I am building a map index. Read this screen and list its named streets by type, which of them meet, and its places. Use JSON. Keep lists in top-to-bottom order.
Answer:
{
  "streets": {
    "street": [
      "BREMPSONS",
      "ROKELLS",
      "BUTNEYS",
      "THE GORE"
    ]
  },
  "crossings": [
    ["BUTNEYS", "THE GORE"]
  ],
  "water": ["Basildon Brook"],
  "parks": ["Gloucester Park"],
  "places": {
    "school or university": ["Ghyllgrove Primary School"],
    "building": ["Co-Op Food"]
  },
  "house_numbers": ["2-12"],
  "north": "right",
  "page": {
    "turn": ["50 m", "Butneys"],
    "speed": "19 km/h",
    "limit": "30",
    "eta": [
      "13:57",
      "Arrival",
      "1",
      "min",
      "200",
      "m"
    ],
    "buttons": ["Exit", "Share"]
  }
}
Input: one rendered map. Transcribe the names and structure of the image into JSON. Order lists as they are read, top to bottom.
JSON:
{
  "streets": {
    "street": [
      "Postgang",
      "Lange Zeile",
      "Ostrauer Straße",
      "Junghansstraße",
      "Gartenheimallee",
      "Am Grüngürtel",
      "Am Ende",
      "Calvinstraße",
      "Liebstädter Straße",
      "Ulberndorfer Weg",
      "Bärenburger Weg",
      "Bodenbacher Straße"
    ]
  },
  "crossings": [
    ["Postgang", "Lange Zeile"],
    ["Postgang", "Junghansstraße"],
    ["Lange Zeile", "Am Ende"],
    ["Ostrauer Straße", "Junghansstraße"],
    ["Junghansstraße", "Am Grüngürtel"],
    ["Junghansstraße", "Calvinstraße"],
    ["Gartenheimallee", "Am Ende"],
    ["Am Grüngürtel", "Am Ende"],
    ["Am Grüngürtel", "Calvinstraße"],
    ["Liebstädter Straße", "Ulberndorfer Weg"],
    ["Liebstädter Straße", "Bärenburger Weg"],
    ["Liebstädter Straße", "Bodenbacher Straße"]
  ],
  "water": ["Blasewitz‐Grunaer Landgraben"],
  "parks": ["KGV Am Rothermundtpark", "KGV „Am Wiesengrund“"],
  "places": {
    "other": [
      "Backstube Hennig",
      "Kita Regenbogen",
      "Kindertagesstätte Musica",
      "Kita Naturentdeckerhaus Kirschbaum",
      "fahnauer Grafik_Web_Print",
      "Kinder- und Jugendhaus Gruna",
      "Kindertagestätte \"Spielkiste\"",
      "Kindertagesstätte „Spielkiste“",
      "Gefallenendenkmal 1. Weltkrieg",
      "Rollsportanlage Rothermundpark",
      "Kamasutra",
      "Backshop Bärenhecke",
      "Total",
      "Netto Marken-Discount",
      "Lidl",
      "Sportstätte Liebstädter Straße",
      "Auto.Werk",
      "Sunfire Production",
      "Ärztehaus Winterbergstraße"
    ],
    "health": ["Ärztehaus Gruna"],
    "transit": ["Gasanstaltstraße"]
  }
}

* _Task_
Print every record above exactly as written.

* _Solved exercise_
I am building a map index. Read this screen and list its named streets by type, which of them meet, and its places. Use JSON. Keep lists in top-to-bottom order.
Answer:
{
  "streets": {
    "street": [
      "BREMPSONS",
      "ROKELLS",
      "BUTNEYS",
      "THE GORE"
    ]
  },
  "crossings": [
    ["BUTNEYS", "THE GORE"]
  ],
  "water": ["Basildon Brook"],
  "parks": ["Gloucester Park"],
  "places": {
    "school or university": ["Ghyllgrove Primary School"],
    "building": ["Co-Op Food"]
  },
  "house_numbers": ["2-12"],
  "north": "right",
  "page": {
    "turn": ["50 m", "Butneys"],
    "speed": "19 km/h",
    "limit": "30",
    "eta": [
      "13:57",
      "Arrival",
      "1",
      "min",
      "200",
      "m"
    ],
    "buttons": ["Exit", "Share"]
  }
}
Input: one rendered map. Transcribe the names and structure of the image into JSON. Order lists as they are read, top to bottom.
JSON:
{
  "streets": {
    "street": [
      "Postgang",
      "Lange Zeile",
      "Ostrauer Straße",
      "Junghansstraße",
      "Gartenheimallee",
      "Am Grüngürtel",
      "Am Ende",
      "Calvinstraße",
      "Liebstädter Straße",
      "Ulberndorfer Weg",
      "Bärenburger Weg",
      "Bodenbacher Straße"
    ]
  },
  "crossings": [
    ["Postgang", "Lange Zeile"],
    ["Postgang", "Junghansstraße"],
    ["Lange Zeile", "Am Ende"],
    ["Ostrauer Straße", "Junghansstraße"],
    ["Junghansstraße", "Am Grüngürtel"],
    ["Junghansstraße", "Calvinstraße"],
    ["Gartenheimallee", "Am Ende"],
    ["Am Grüngürtel", "Am Ende"],
    ["Am Grüngürtel", "Calvinstraße"],
    ["Liebstädter Straße", "Ulberndorfer Weg"],
    ["Liebstädter Straße", "Bärenburger Weg"],
    ["Liebstädter Straße", "Bodenbacher Straße"]
  ],
  "water": ["Blasewitz‐Grunaer Landgraben"],
  "parks": ["KGV Am Rothermundtpark", "KGV „Am Wiesengrund“"],
  "places": {
    "other": [
      "Backstube Hennig",
      "Kita Regenbogen",
      "Kindertagesstätte Musica",
      "Kita Naturentdeckerhaus Kirschbaum",
      "fahnauer Grafik_Web_Print",
      "Kinder- und Jugendhaus Gruna",
      "Kindertagestätte \"Spielkiste\"",
      "Kindertagesstätte „Spielkiste“",
      "Gefallenendenkmal 1. Weltkrieg",
      "Rollsportanlage Rothermundpark",
      "Kamasutra",
      "Backshop Bärenhecke",
      "Total",
      "Netto Marken-Discount",
      "Lidl",
      "Sportstätte Liebstädter Straße",
      "Auto.Werk",
      "Sunfire Production",
      "Ärztehaus Winterbergstraße"
    ],
    "health": ["Ärztehaus Gruna"],
    "transit": ["Gasanstaltstraße"]
  }
}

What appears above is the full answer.